4- The positive development of Ethiopian relations with its neighbors limits Egypt’s chances of exerting pressure on it.

5- The large spread of foreign military bases in the Horn of Africa.

6- The absence of Egyptian military bases near Ethiopia.

7- The negative consequences that will be reflected on Egypt’s relations with the Nile Basin countries and Africa[9].

The role of regional countries in the dam crisis

Many regional countries have contributed to fueling the dispute over the Grand Ethiopian Renaissance Dam (GERD), especially Israel, to achieve political goals and interests.

Despite its close alliance with Egypt, Saudi Arabia also played a major role in encouraging and supporting Ethiopia in the Renaissance Dam project, in coordination with Israel, with the aim of weakening the Egyptian political position and forcing Cairo to implement certain political agendas. Reports confirm that the ambiguous visit paid by the advisor to the King of Saudi Arabia, Ahmed Al-Khatib, to the GERD site, accompanied by a high-ranking economic and political delegation, and then his meeting with then Prime Minister of Ethiopia Hailemariam Desalegn, coincided with visits by Israeli economic and military officials.

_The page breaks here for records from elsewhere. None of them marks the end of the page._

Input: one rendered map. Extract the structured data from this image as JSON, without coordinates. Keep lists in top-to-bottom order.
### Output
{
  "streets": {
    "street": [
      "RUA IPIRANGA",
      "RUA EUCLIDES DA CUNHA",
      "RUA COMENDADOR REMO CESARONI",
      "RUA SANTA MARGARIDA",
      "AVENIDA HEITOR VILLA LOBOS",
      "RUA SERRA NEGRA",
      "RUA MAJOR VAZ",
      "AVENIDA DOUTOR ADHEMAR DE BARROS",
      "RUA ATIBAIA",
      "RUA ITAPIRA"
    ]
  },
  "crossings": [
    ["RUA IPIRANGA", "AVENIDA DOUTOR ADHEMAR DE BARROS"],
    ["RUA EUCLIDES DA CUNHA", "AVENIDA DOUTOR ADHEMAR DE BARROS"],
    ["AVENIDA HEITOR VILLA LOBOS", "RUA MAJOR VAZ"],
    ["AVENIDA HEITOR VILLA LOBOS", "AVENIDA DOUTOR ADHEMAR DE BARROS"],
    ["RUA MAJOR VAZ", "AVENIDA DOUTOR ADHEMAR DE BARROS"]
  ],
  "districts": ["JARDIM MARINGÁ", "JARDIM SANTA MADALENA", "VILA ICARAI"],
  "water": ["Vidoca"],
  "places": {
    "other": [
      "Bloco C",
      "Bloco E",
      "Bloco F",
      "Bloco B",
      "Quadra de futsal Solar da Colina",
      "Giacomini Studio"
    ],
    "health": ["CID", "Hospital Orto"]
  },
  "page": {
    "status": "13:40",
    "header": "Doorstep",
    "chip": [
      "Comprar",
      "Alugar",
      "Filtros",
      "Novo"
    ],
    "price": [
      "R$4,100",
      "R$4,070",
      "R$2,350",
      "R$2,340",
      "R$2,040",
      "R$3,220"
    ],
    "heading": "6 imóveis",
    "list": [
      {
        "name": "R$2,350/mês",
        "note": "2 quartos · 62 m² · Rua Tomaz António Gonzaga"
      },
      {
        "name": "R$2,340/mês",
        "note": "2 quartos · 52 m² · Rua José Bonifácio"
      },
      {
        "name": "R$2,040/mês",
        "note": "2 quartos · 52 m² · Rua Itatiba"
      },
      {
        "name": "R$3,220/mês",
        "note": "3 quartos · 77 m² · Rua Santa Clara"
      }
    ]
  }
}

While some reports say that the support provided by Saudi Arabia for Ethiopia to expedite completion of the construction of the Renaissance Dam, estimated at $13 billion, other reports say that new secret agreements were concluded between the Ethiopian and Israeli allies at the expense of Egypt, during Netanyahu’s famous visit to Ethiopia in the summer of 2016.

The impact of the Israeli role on Egyptian national security

Israel’s orientation towards African countries has always been part of the Arab-Israeli conflict, and part of the Israeli security theory based on military superiority, gaining legitimacy, domination and control in the region, encircling the Arab countries – especially Egypt – and depriving them of any influence in the African continent.

Therefore, the Zionist entity always tries to exploit and deepen Arab disputes with some African countries, and threaten the security of Arab countries that depend on the Nile in attempt to increase its influence in the countries that control the sources of the Nile waters, with focus on establishing agricultural projects based on water withdrawal from Lake Victoria.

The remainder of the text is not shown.